Consumers want convenience in every facet of their lives, and product packaging is no different. Consumers want pour spouts, Velcro zip locks, easy-open tear notches and lightweight but durable containers they can take on the go, among other features. What's also true is that retailers want those features and functions as well.
The more unique, different and desirable a product is on a store shelf, the more it can grab a consumer's attention - and, ultimately, their money. North American companies don't have access to or enough information on innovative packaging, and when they do, it is so overpriced there is no sense even considering it. No wonder companies don't look to their packaging for ways to build their margins!
Domestic packaging companies do not have access to reasonably priced convenience features and benefits to offer their clients.
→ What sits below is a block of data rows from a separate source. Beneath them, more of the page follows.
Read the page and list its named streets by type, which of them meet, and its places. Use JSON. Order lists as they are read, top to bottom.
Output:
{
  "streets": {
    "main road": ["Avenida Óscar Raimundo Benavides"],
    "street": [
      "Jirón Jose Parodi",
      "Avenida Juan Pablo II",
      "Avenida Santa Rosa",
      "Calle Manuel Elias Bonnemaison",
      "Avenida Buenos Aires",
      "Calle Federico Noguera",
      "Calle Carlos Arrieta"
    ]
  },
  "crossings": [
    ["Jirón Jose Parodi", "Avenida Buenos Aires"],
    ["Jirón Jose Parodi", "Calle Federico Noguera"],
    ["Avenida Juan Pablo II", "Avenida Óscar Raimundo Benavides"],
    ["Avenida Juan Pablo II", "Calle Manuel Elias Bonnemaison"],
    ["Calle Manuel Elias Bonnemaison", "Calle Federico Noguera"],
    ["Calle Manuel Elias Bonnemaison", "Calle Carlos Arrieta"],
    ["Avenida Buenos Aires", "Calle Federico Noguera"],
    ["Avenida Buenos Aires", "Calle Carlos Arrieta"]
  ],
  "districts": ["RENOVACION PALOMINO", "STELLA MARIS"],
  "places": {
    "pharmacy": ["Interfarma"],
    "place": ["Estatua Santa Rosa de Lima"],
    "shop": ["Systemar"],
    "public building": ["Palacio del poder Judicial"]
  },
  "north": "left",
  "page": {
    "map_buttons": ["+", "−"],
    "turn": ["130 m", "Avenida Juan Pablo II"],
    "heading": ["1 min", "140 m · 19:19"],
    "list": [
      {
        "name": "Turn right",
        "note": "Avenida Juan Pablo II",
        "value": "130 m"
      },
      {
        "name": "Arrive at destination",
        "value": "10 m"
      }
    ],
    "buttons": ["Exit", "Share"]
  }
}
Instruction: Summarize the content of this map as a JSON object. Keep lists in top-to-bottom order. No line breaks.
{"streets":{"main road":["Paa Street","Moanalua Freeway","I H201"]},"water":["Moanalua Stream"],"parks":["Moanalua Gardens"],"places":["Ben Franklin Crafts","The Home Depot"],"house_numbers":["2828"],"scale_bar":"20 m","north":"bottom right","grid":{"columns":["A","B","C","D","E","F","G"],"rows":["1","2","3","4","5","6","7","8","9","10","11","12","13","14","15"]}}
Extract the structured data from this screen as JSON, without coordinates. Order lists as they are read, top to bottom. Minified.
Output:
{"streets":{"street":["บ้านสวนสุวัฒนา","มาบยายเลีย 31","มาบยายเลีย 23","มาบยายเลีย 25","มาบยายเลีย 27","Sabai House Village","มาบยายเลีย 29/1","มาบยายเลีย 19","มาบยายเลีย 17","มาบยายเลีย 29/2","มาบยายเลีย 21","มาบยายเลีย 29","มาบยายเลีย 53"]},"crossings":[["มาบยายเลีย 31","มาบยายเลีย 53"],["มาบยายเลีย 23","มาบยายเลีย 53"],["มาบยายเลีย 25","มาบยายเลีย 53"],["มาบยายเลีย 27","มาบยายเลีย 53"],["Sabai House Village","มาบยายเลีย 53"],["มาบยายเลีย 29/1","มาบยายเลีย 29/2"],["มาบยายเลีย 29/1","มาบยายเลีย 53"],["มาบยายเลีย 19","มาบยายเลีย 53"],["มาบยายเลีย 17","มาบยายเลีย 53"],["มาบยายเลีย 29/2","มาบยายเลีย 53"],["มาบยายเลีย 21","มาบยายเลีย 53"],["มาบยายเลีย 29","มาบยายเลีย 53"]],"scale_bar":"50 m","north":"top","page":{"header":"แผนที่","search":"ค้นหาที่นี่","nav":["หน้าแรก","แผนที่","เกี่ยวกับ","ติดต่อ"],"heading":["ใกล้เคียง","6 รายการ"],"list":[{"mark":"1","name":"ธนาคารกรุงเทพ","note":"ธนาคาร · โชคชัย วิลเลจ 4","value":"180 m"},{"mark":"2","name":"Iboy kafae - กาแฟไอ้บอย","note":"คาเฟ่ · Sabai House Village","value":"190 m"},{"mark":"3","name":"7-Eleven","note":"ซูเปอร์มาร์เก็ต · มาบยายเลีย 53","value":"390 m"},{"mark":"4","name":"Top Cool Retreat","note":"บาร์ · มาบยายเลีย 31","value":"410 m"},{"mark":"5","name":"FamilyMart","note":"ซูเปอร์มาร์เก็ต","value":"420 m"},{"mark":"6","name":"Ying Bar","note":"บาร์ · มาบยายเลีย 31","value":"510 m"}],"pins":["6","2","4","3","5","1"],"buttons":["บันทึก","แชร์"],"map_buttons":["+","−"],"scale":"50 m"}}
Many manufacturers charge an exorbitant amount for these things, which price themselves out of the ballpark. Ultimately, their customers lose on a retail store shelf. Historically only the biggest companies in the world could provide these items because they were able to spend hundreds of thousands of dollars on R&D and capital equipment. So the Procter & Gambles and Nestles of the retail world get stronger, and anyone else was left behind. This is generally how it has been.
Did you know there are materials and styles that are currently being used overseas that require a fraction of the energy to make and dispose of than anything we have on U.S. retail store shelves? And cost 10-35 percent less?
Did you know that there are so many environmentally friendly ways to package items (that traditionally have been packaged in rigid plastic jars, bottles and bins) at a fraction of the cost of materials purchased here in North America?
Laminated papers with barrier properties to keep contents fresher for longer, large spouted pouches for windshield washer fluid and motor oil, bakery mixes and cereal in new "flex box bag" styles of retail packaging that eliminate those silly inner liners and come with a resealable ziplock are just a few examples of innovative packaging styles that save on cost and make storage a breeze.
Study after study has proven that consumers will gladly pay more for convenience, and they'll certainly pay more for packaging that is considerate of our environment. Yet, U.S. manufacturers ignore this and keep doing the same thing over and over. Why? Fear?
Confusion? Not knowing any better? Probably some, or all, of these factors.